Two-thirds of people living with HIV/AIDS reside in sub-Saharan Africa, 60% of whom are women.1 This pattern is reflected in Kenya, where 60% of the estimated 1.4 million HIV-infected adults are women.2 Before the era of combination antiretroviral therapy, lack of treatment increased morbidity and early mortality among HIV-infected patients.3,4 HIV has now become a chronic illness due to availability of combination antiretroviral therapy.5–7 With HIV-infected women living longer, there is increased need to address their family planning (FP) needs. The World Health Organization (WHO) and the United Nations regards FP as a cost-effective HIV prevention strategy and an important prong to Prevention of mother-to-child transmission of HIV/AIDS, hence their recommendation for the integration of HIV and FP services.8–11 This recommendation was based on a cochrane review of literature on reproductive health and HIV linkages, which found that, integrating FP and HIV services was feasible.12 The problem facing the majority of HIV care programs, in resource-poor settings however, is how to successfully provide reproductive health services including FP in a feasible, sustainable, and cost-effective manner.
The WHO defines modern contraception to encompass the use of any of the following methods for pregnancy prevention: female sterilization, oral contraceptive pill, intrauterine contraceptive device, implants, injectable depo provera, or condoms.13 The uptake of modern contraceptives in Kenya among married women is 39%14 and the unmet need for FP is estimated at 24%2 in the general population and approaches 30% among HIV-infected women.15 It is believed that the greater unmet need in HIV-infected women is related to provider perception that infected women are unable to use many of the modern contraceptives available. Contrary to this perception, it is now known that with individualized care, HIV-infected patients can use any contraceptive method.16,17 Studies have found that when provided with access and information about FP, HIV-infected patients increase their use of contraception.18–23
The WHO, World Bank, and the European Union support the integration of FP services and HIV care.8–11 Despite this support, most HIV programs focus on HIV treatment, with little or no emphasis on FP services. Such integration is further impeded by funding restrictions24; separate funding for these 2 programs result in vertical organization of the 2 services. This undermines coordination between departments and limits providers' ability to address the contraceptive needs of HIV-infected patients.25
To address the reproductive health needs of HIV-infected women, the United States Agency for International Development—Academic Model Providing Access To Healthcare (USAID-AMPATH) Partnership (known as AMPATH hereafter) started a pilot program integrating FP services into one of its HIV clinics. We carried out an operations research study among HIV-infected women cared for within USAID-AMPATH partnership accessing integrated family planning services (IFP) and routine care (RC), to determine the impact of integrated FP services and HIV care on use of new contraceptive methods and pregnancy rates.
Study Site and Setting
The AMPATH program26–29opened its initial HIV care program in 2001. At the end of February 2009, the program was caring for more than 78,000 HIV-infected adult patients (70% female) in 23 Kenya Ministry of Health facilities across Western Kenya. This study was conducted at the AMPATH Centre (Main Clinic), Moi Teaching and Referral Hospital, Eldoret, Kenya. At the end of February 2009, there were more than 17,000 adult patients enrolled in the AMPATH Centre with 65% of them being female. Within the AMPATH Centre, there are 3 clinical teams caring for adult patients. These teams function as independent practices with patients enrolled for care in 1 of the 3 teams (I, II, and III) and consistently returning for care within the same clinical team.

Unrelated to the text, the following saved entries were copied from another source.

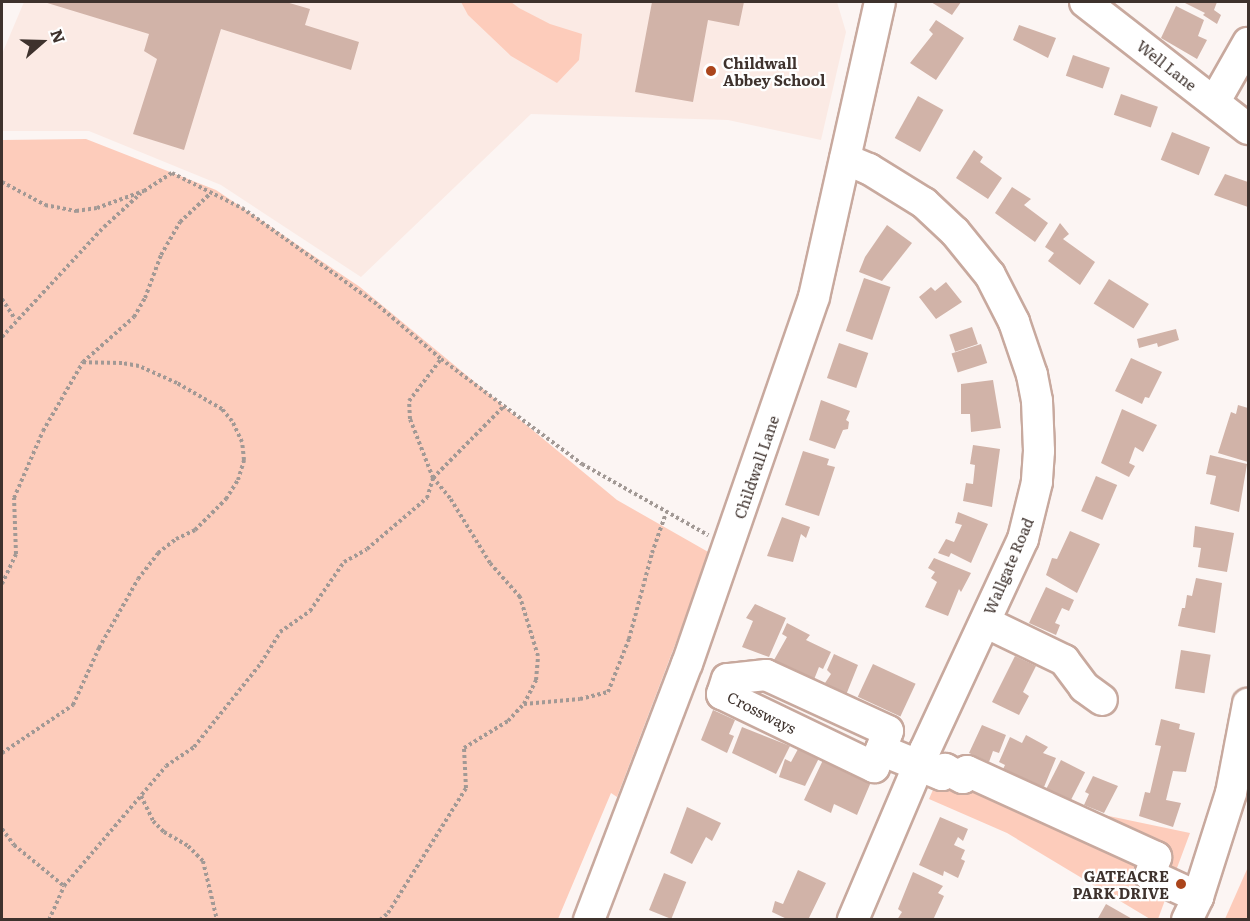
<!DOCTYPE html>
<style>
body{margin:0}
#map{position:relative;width:1250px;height:921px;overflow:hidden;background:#fcf5f3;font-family:Literata,serif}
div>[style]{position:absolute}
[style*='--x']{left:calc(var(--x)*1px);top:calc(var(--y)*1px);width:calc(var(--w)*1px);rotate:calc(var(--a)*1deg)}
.built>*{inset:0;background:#fbeae4}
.green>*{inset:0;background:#fdccbb}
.building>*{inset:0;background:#d1b3a8;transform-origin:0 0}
.path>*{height:4px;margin-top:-2px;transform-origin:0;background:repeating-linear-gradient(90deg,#a29995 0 3px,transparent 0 6px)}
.roads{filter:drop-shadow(2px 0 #c8a99e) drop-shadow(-2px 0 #c8a99e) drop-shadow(0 2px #c8a99e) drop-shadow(0 -2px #c8a99e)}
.minor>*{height:30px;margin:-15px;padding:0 15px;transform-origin:15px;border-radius:15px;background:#fff}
.dots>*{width:16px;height:16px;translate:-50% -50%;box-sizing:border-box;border:3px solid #fff;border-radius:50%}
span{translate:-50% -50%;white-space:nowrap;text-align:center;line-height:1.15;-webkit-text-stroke:4.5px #fff;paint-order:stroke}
.poi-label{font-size:15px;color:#3e322d;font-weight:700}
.left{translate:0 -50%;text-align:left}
.right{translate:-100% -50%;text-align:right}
.street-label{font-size:15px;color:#3e322d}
.frame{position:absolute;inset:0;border:3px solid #3e322d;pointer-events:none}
.north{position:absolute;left:12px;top:12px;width:60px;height:60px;-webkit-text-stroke:4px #fff;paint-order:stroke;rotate:70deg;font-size:16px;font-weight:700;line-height:24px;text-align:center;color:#3e322d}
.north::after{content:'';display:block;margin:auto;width:21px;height:27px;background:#3e322d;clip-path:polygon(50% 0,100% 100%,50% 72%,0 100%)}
</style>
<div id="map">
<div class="built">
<div style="clip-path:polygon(24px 2px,837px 2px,846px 32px,821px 140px,728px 120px,531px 114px,361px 277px,221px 185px,89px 131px,2px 131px,2px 54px)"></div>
</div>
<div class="green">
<div style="clip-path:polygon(461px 2px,511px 2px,519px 8px,550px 24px,582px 34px,579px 60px,557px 83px,511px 56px,468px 15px)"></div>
<div style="clip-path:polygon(86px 139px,216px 190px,360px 287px,617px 500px,710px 553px,617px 797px,611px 793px,558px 919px,2px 919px,2px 140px)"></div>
<div style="clip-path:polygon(948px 775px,1072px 803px,1104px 815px,1190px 833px,1158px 919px,1150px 919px,1007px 833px,929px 799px,935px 785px)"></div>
<div style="clip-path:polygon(1248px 867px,1248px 919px,1225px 919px)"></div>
</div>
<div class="building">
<div style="clip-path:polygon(44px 2px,286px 2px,310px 9px,305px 25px,359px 42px,351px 70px,221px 29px,184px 150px,133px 134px,157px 59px,144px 51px,149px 34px)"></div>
<div style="clip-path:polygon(652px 2px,744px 2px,739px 26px,708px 20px,693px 102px,635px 92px)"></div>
<div style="clip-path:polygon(931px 2px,961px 2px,952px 15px)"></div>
<div style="clip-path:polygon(1183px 2px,1217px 2px,1214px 10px,1221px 15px,1217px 24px,1203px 15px,1205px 13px)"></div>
<div style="clip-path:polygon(1176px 6px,1204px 20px,1198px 36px,1207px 40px,1197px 59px,1161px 38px)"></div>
<div style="clip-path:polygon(936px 20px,964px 38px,936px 80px,910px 63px,933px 34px,929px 30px)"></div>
<div style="clip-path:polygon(1019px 25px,1056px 38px,1048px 58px,1013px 40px)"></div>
<div style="left:1073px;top:55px;width:39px;height:22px;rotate:19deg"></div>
<div style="left:1121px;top:94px;width:39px;height:22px;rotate:19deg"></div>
<div style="left:918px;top:96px;width:29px;height:48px;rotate:29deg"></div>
<div style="left:1172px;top:132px;width:41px;height:30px;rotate:22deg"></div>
<div style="clip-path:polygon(974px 150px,983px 157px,980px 162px,1002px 178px,988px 199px,956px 178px)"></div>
<div style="clip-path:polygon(1225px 174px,1248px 182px,1248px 207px,1214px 195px)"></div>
<div style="clip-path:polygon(1012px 187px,1031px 199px,1024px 205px,1048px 223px,1035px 242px,995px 213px)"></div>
<div style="clip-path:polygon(1060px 223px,1069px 234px,1063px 239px,1095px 262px,1080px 285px,1048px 261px,1054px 253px,1045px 247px)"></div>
<div style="clip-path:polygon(887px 225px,912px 243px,882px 281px,859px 272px,865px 257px)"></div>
<div style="left:864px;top:278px;width:28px;height:56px;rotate:19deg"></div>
<div style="left:1109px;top:279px;width:47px;height:29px;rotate:32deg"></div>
<div style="clip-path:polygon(946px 282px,962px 302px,936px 319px,919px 297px,931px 287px,935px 291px)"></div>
<div style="left:972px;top:327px;width:18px;height:24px;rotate:71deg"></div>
<div style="clip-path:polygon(1176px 329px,1179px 340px,1158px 347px,1157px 343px,1139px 348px,1137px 339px)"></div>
<div style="left:839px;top:343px;width:31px;height:37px;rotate:19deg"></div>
<div style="left:981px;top:344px;width:20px;height:31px;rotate:72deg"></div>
<div style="clip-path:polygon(1131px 358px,1162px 372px,1149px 398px,1145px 397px,1142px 404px,1115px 391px)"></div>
<div style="clip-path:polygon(993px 380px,1001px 428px,971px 432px,970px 414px,961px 414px,961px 384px)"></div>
<div style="clip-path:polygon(821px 400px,850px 411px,846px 420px,849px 422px,848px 429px,843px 430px,835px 449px,809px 440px)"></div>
<div style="clip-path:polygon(1238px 405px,1248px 408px,1248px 462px,1218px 453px,1231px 412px,1236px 414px)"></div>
<div style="clip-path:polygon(1122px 409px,1157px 425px,1143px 452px,1135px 447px,1129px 463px,1135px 466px,1129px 477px,1101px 463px)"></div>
<div style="clip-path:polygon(973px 445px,1000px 449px,992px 507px,963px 501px,966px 483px,973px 484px,975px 465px,970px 464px)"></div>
<div style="clip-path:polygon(803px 451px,829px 459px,827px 465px,835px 467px,819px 516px,785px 505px)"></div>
<div style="clip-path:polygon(1210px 455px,1247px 464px,1239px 512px,1210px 504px,1216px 476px,1206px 474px)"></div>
<div style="left:1096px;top:476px;width:23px;height:38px;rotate:23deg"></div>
<div style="clip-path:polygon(958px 512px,988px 524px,971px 563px,951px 553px,949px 557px,938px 553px,946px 539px,954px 542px,962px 525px,955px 523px)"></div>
<div style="clip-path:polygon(782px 517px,810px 527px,806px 538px,801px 534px,793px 562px,767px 556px)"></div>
<div style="clip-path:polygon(1195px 526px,1234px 533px,1227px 572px,1198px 567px,1201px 548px,1193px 547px)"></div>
<div style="clip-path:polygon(1070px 531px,1100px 544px,1077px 593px,1046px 575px,1052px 558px,1057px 559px)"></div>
<div style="clip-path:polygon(934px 558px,971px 573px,961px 592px,959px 589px,948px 616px,925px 607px,937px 582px,931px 578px,935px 572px,928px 568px)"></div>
<div style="clip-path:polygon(1196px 578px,1222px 583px,1215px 633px,1178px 626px,1182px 608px,1185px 608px,1187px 595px,1192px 596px)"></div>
<div style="clip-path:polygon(1046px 587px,1074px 600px,1069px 611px,1062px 608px,1055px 623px,1060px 625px,1056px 635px,1029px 623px)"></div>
<div style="clip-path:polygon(755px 604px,786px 618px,769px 657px,742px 647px,753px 621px,746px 618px)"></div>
<div style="clip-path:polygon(787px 623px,810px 635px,806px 640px,831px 652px,823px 669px,819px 667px,813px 682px,774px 660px,787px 637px,782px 634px)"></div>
<div style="left:1181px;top:650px;width:30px;height:39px;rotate:9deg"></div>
<div style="clip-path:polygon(834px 654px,858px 665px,846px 695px,825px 683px,831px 674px,827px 670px)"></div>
<div style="clip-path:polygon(1015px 656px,1036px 666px,1023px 692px,1029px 696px,1019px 715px,992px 702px)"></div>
<div style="left:873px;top:664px;width:47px;height:36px;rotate:25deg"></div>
<div style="clip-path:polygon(713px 710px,735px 720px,729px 734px,734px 736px,727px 753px,701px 740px)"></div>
<div style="clip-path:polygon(1161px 719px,1180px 724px,1179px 729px,1195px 733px,1186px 772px,1173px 771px,1166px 800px,1181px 803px,1173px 827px,1139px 816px,1145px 792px,1150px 793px,1161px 746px,1155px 745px)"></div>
<div style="clip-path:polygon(982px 725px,1006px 735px,999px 753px,993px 751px,989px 762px,969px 753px)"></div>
<div style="clip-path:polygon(742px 727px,790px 746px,776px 774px,732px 753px)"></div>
<div style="clip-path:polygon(1026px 735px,1048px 747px,1043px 753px,1056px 758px,1044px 787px,1002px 771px,1005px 765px,999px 762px,1010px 737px,1022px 743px)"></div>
<div style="clip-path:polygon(798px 749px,819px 758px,805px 786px,779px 777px,785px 759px,791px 762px)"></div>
<div style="clip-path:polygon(823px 760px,871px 782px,857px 815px,834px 804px,831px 813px,804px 800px)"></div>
<div style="left:1061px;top:760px;width:27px;height:34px;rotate:27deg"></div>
<div style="clip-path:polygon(1093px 776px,1118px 786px,1104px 813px,1084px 805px,1089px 794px,1085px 792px)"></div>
<div style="clip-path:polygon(687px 807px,721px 823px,712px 841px,706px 837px,692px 864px,670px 853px)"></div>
<div style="clip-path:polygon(940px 817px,968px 829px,963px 841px,958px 837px,954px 845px,965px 850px,961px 859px,965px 861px,958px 878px,944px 871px,943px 876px,919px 865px)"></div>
<div style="clip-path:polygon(798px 870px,826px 883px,808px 920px,789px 920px,772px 912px,775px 901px,783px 904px)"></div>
<div style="clip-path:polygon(913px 872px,943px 886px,938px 893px,944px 896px,933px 920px,897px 920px,902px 912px,898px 909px)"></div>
<div style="left:664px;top:873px;width:24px;height:40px;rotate:22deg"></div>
<div style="clip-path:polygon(1106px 904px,1134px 920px,1097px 920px)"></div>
</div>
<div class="path">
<div style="--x:2;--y:182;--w:49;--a:28.1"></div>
<div style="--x:45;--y:205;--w:32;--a:11"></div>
<div style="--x:76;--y:211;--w:21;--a:-8"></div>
<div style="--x:97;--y:208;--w:50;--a:-19.9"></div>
<div style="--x:144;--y:191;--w:33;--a:-33"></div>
<div style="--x:172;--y:173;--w:78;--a:26.6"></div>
<div style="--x:242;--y:208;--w:162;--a:35.5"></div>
<div style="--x:374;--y:302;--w:88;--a:40.4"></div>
<div style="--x:441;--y:359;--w:176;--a:36.7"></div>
<div style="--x:582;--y:464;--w:145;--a:29.4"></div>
<div style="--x:2;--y:299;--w:24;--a:57"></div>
<div style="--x:2;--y:337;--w:150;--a:-47.2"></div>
<div style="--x:104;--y:227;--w:50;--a:-42.6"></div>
<div style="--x:2;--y:584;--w:33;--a:-65"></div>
<div style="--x:16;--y:554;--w:56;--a:-92"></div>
<div style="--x:14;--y:498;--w:73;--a:-66.6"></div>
<div style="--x:43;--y:431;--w:80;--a:-59.9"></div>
<div style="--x:83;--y:362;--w:68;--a:-41.4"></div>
<div style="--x:134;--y:317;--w:22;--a:-60"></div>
<div style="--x:145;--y:298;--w:46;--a:-69.6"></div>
<div style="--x:161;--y:255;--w:38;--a:-60"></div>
<div style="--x:180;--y:222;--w:42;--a:-43.1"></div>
<div style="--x:524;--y:704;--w:56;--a:-5.1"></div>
<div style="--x:580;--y:699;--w:29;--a:-14"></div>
<div style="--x:608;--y:692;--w:57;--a:-68.4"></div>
<div style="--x:629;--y:639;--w:89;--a:-75"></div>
<div style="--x:652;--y:553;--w:42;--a:-70.7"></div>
<div style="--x:2;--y:753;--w:86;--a:-34.1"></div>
<div style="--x:73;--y:705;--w:63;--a:-65.5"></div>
<div style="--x:99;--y:648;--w:79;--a:-60.5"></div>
<div style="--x:138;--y:579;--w:33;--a:-52"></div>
<div style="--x:158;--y:553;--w:23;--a:-38"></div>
<div style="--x:176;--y:539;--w:21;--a:-25"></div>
<div style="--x:195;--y:530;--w:44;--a:-45"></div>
<div style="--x:226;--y:499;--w:22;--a:-58"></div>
<div style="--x:238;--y:480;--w:21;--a:-73"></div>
<div style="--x:244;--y:460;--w:18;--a:-96"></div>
<div style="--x:242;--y:442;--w:23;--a:-115"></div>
<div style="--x:232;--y:421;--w:16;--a:-130"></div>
<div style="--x:222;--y:409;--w:52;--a:-150"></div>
<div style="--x:177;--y:383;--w:42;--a:-155.9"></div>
<div style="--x:139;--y:366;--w:17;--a:-170"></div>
<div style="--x:122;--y:363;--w:39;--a:-179"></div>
<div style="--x:141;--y:796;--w:28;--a:64"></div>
<div style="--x:153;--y:821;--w:16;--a:45"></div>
<div style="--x:164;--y:832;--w:28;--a:30"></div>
<div style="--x:188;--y:846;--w:21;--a:45"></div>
<div style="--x:203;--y:861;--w:61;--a:76.7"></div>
<div style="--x:2;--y:829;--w:20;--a:53"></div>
<div style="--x:14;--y:845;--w:65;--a:39.4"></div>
<div style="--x:49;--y:920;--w:37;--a:-66"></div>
<div style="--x:64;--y:886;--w:157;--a:-49.6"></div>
<div style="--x:166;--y:766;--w:34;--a:-34"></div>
<div style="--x:194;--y:747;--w:107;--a:-51.4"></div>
<div style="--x:261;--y:663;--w:36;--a:-58"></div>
<div style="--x:280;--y:632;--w:37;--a:-35"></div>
<div style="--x:310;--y:611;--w:60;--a:-55.2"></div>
<div style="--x:344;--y:562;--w:26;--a:-29"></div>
<div style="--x:367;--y:549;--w:79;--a:-40.4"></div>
<div style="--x:427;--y:498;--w:21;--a:-73"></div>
<div style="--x:433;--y:478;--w:101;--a:-45.4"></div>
<div style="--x:380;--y:920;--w:11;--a:-41"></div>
<div style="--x:388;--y:913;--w:147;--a:-58"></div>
<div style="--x:466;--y:788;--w:40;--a:-92.9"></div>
<div style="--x:464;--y:748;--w:52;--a:-31.5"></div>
<div style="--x:508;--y:721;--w:23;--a:-47"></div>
<div style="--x:524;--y:704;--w:27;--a:-63"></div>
<div style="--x:536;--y:680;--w:24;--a:-85"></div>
<div style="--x:538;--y:656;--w:62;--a:-107"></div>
<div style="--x:520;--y:597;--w:45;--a:-131.4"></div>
<div style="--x:490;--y:563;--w:76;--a:-121.6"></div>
<div style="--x:450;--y:498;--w:26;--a:-130"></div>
<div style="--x:433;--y:478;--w:63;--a:-111.3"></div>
<div style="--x:410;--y:419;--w:18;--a:-93"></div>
<div style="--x:409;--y:401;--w:53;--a:-52.7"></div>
</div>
<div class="roads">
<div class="minor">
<div style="--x:1085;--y:2;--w:207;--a:37.9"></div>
<div style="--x:1215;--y:101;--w:67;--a:-60.4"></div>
<div style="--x:845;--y:159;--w:26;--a:23"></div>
<div style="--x:869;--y:169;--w:65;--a:31.7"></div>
<div style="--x:924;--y:203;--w:42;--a:43.1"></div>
<div style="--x:955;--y:232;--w:55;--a:50.9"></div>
<div style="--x:990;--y:275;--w:53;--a:62.9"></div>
<div style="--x:1014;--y:322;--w:56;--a:71.2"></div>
<div style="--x:1032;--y:375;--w:26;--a:79"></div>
<div style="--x:1037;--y:401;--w:50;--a:87.7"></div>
<div style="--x:1039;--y:451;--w:31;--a:94"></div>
<div style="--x:1037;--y:482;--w:59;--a:103.8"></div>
<div style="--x:1023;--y:539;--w:233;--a:114.9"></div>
<div style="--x:925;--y:750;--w:185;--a:113"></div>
<div style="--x:985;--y:622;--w:88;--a:25.7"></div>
<div style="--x:1064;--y:660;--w:34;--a:53"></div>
<div style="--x:1084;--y:687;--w:22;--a:36"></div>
<div style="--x:881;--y:750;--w:20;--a:-70"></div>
<div style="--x:888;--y:731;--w:134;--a:-155.3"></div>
<div style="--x:766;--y:675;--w:39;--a:174"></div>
<div style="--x:727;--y:679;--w:16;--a:108"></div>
<div style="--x:722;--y:694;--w:169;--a:25.7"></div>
<div style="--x:874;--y:767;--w:18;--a:-68"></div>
<div style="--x:881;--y:750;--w:66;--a:22.3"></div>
<div style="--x:942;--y:775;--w:7;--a:-63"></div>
<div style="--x:945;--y:769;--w:20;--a:27"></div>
<div style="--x:963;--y:778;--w:8;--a:-60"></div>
<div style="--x:967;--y:771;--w:208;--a:24.5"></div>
<div style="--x:1156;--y:857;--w:19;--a:108"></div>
<div style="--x:1150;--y:875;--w:53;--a:24.6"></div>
<div style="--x:589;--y:920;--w:274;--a:-69.1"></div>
<div style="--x:687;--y:664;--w:388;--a:-70.9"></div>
<div style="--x:814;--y:297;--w:302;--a:-77.4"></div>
<div style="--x:1187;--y:920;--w:25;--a:-64"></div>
<div style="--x:1198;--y:897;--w:109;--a:-72.4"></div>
<div style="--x:1231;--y:793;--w:91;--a:-79.2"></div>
</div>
</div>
<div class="dots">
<div style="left:711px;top:71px;background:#ab451b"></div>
<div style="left:1181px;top:884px;background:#ab451b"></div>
</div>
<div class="poi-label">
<span class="left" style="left:723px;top:71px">Childwall<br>Abbey School</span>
<span class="right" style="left:1169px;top:884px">GATEACRE<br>PARK DRIVE</span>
</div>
<div class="street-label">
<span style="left:1167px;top:65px;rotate:38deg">Well Lane</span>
<span style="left:756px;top:467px;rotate:-71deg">Childwall Lane</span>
<span style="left:1008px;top:566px;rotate:-67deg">Wallgate Road</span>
<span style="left:762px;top:712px;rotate:27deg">Crossways</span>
</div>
<div class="frame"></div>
<div class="north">N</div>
</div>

Nonintegrated Care Model (RC)
In the original AMPATH care model, the only FP service offered routinely in the HIV clinic is condom counseling with the primary goal of reduction of HIV transmission and not family planning. Condoms are strategically placed in the waiting bay, check in/out rooms, and consultation rooms for patients to access. Patients who need FP services beyond condom access are referred to maternal child health and family planning (MCH/FP) clinic after their appointment in the HIV clinic. The MCH/FP clinic is administrated by the departments of reproductive health and pediatrics and the HIV clinic administrated by the department of internal medicine. These departments are all independently run.
In this model, it is the patients' responsibility to ensure that they attend their FP appointment after referral from the HIV clinic. Unlike HIV care, which is provided free of charge, services in the MCH/FP clinic require a patient's co-pay. Based on this model, 2 challenges were anecdotally observed. Patients who require FP at MCH/FP had an increased burden of hospital visits. Second, there was a relative underutilization of FP services by HIV-infected patients due to the fact that getting a FP appointment is patient dependent not provider initiated.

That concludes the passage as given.